(DATA SHOWN)
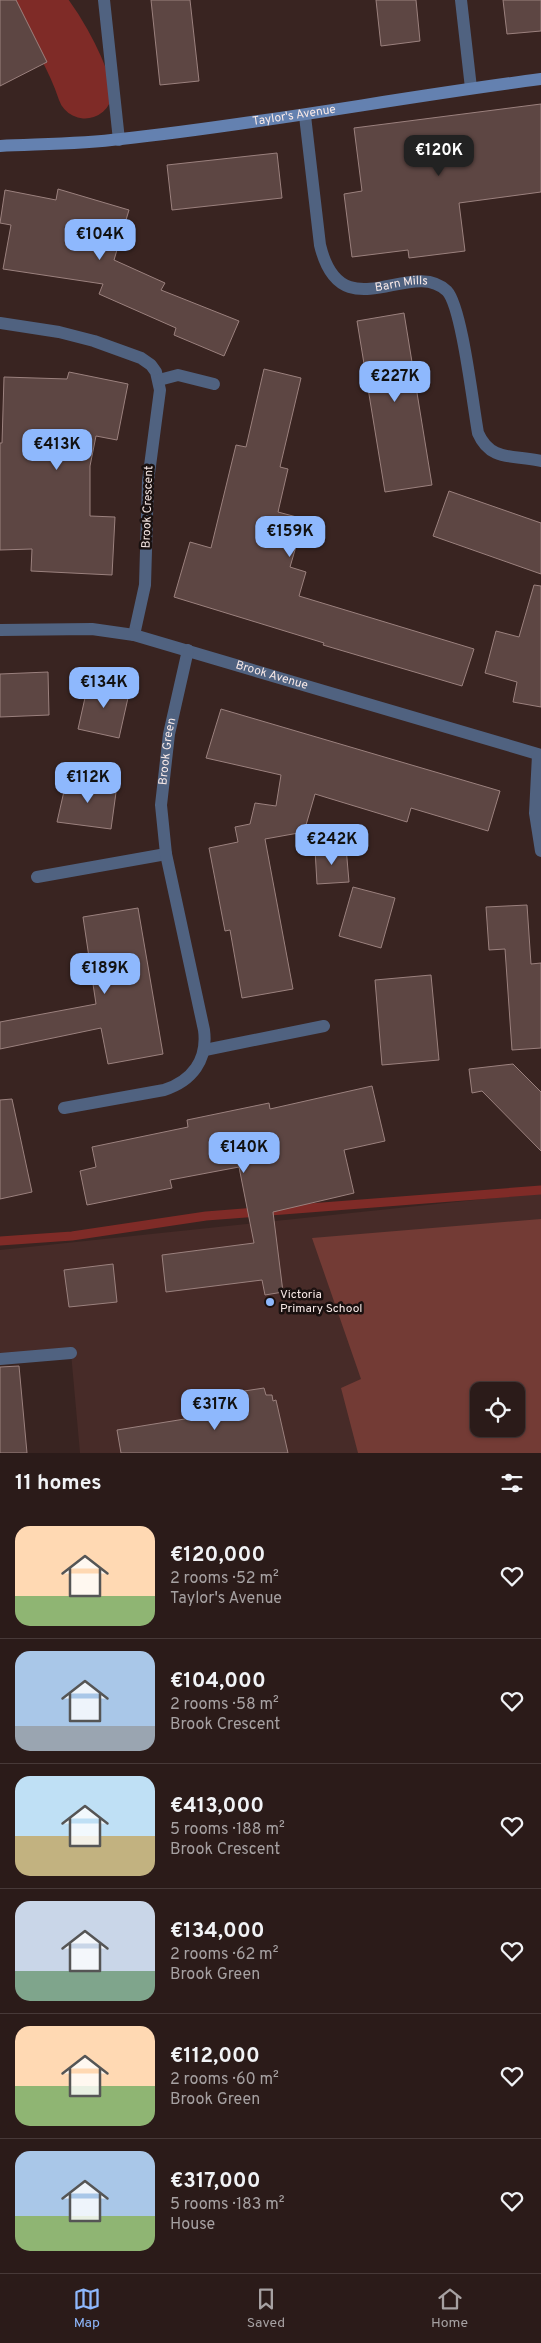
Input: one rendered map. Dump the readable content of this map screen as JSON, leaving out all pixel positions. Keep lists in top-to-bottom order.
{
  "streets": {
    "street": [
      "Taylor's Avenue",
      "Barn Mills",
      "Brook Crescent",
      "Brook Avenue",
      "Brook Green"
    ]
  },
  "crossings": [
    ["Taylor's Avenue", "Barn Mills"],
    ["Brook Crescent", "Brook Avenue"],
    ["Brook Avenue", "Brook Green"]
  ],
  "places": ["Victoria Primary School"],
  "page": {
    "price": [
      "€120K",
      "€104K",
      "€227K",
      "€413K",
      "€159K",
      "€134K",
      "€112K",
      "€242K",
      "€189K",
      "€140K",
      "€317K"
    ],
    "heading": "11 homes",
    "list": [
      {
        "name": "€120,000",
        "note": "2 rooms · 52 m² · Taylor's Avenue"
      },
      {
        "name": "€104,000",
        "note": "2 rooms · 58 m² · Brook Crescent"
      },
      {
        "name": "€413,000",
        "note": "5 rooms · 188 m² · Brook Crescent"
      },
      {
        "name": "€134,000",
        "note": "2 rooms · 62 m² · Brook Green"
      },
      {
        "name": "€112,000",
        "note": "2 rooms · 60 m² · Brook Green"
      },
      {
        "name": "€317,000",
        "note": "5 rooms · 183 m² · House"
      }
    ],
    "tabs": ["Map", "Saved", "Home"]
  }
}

(WHAT YOU WILL DO) An exact repeat of all the data is required, pictures excluded.

(FINAL ANSWER)
Input: one rendered map. Dump the readable content of this map screen as JSON, leaving out all pixel positions. Keep lists in top-to-bottom order.
{
  "streets": {
    "street": [
      "Taylor's Avenue",
      "Barn Mills",
      "Brook Crescent",
      "Brook Avenue",
      "Brook Green"
    ]
  },
  "crossings": [
    ["Taylor's Avenue", "Barn Mills"],
    ["Brook Crescent", "Brook Avenue"],
    ["Brook Avenue", "Brook Green"]
  ],
  "places": ["Victoria Primary School"],
  "page": {
    "price": [
      "€120K",
      "€104K",
      "€227K",
      "€413K",
      "€159K",
      "€134K",
      "€112K",
      "€242K",
      "€189K",
      "€140K",
      "€317K"
    ],
    "heading": "11 homes",
    "list": [
      {
        "name": "€120,000",
        "note": "2 rooms · 52 m² · Taylor's Avenue"
      },
      {
        "name": "€104,000",
        "note": "2 rooms · 58 m² · Brook Crescent"
      },
      {
        "name": "€413,000",
        "note": "5 rooms · 188 m² · Brook Crescent"
      },
      {
        "name": "€134,000",
        "note": "2 rooms · 62 m² · Brook Green"
      },
      {
        "name": "€112,000",
        "note": "2 rooms · 60 m² · Brook Green"
      },
      {
        "name": "€317,000",
        "note": "5 rooms · 183 m² · House"
      }
    ],
    "tabs": ["Map", "Saved", "Home"]
  }
}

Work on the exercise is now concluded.